━━━━━ RECORDS FOR THE TASK

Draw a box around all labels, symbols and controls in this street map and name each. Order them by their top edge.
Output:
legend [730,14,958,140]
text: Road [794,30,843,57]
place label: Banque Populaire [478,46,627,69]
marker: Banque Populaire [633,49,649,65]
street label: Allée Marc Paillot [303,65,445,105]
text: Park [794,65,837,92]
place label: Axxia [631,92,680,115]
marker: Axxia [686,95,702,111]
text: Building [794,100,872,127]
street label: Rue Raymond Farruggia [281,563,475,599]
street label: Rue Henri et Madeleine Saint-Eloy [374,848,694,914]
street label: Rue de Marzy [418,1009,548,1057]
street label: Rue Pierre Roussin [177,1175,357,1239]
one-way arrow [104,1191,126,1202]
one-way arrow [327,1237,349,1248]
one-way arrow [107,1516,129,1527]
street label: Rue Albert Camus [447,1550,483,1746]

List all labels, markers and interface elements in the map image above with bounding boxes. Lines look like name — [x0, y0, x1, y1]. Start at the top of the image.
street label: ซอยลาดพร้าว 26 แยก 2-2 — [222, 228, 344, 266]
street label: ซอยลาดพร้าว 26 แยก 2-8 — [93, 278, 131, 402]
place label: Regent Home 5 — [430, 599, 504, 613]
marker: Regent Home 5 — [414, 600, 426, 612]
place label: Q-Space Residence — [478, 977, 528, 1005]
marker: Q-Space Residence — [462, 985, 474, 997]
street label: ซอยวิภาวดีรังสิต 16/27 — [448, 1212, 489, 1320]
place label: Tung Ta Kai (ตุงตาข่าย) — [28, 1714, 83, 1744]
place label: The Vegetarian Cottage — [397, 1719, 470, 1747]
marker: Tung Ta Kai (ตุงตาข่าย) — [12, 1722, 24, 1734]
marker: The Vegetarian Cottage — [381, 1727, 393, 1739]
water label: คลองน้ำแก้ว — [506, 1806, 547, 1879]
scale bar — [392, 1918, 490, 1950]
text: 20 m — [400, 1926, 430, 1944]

━━━━━━━━━━

= PROBLEM TO SOLVE =
Every entry above must be reproduced exactly.

= WRITTEN SOLUTION =
Draw a box around all labels, symbols and controls in this street map and name each. Order them by their top edge.
Output:
legend [730,14,958,140]
text: Road [794,30,843,57]
place label: Banque Populaire [478,46,627,69]
marker: Banque Populaire [633,49,649,65]
street label: Allée Marc Paillot [303,65,445,105]
text: Park [794,65,837,92]
place label: Axxia [631,92,680,115]
marker: Axxia [686,95,702,111]
text: Building [794,100,872,127]
street label: Rue Raymond Farruggia [281,563,475,599]
street label: Rue Henri et Madeleine Saint-Eloy [374,848,694,914]
street label: Rue de Marzy [418,1009,548,1057]
street label: Rue Pierre Roussin [177,1175,357,1239]
one-way arrow [104,1191,126,1202]
one-way arrow [327,1237,349,1248]
one-way arrow [107,1516,129,1527]
street label: Rue Albert Camus [447,1550,483,1746]

List all labels, markers and interface elements in the map image above with bounding boxes. Lines look like name — [x0, y0, x1, y1]. Start at the top of the image.
street label: ซอยลาดพร้าว 26 แยก 2-2 — [222, 228, 344, 266]
street label: ซอยลาดพร้าว 26 แยก 2-8 — [93, 278, 131, 402]
place label: Regent Home 5 — [430, 599, 504, 613]
marker: Regent Home 5 — [414, 600, 426, 612]
place label: Q-Space Residence — [478, 977, 528, 1005]
marker: Q-Space Residence — [462, 985, 474, 997]
street label: ซอยวิภาวดีรังสิต 16/27 — [448, 1212, 489, 1320]
place label: Tung Ta Kai (ตุงตาข่าย) — [28, 1714, 83, 1744]
place label: The Vegetarian Cottage — [397, 1719, 470, 1747]
marker: Tung Ta Kai (ตุงตาข่าย) — [12, 1722, 24, 1734]
marker: The Vegetarian Cottage — [381, 1727, 393, 1739]
water label: คลองน้ำแก้ว — [506, 1806, 547, 1879]
scale bar — [392, 1918, 490, 1950]
text: 20 m — [400, 1926, 430, 1944]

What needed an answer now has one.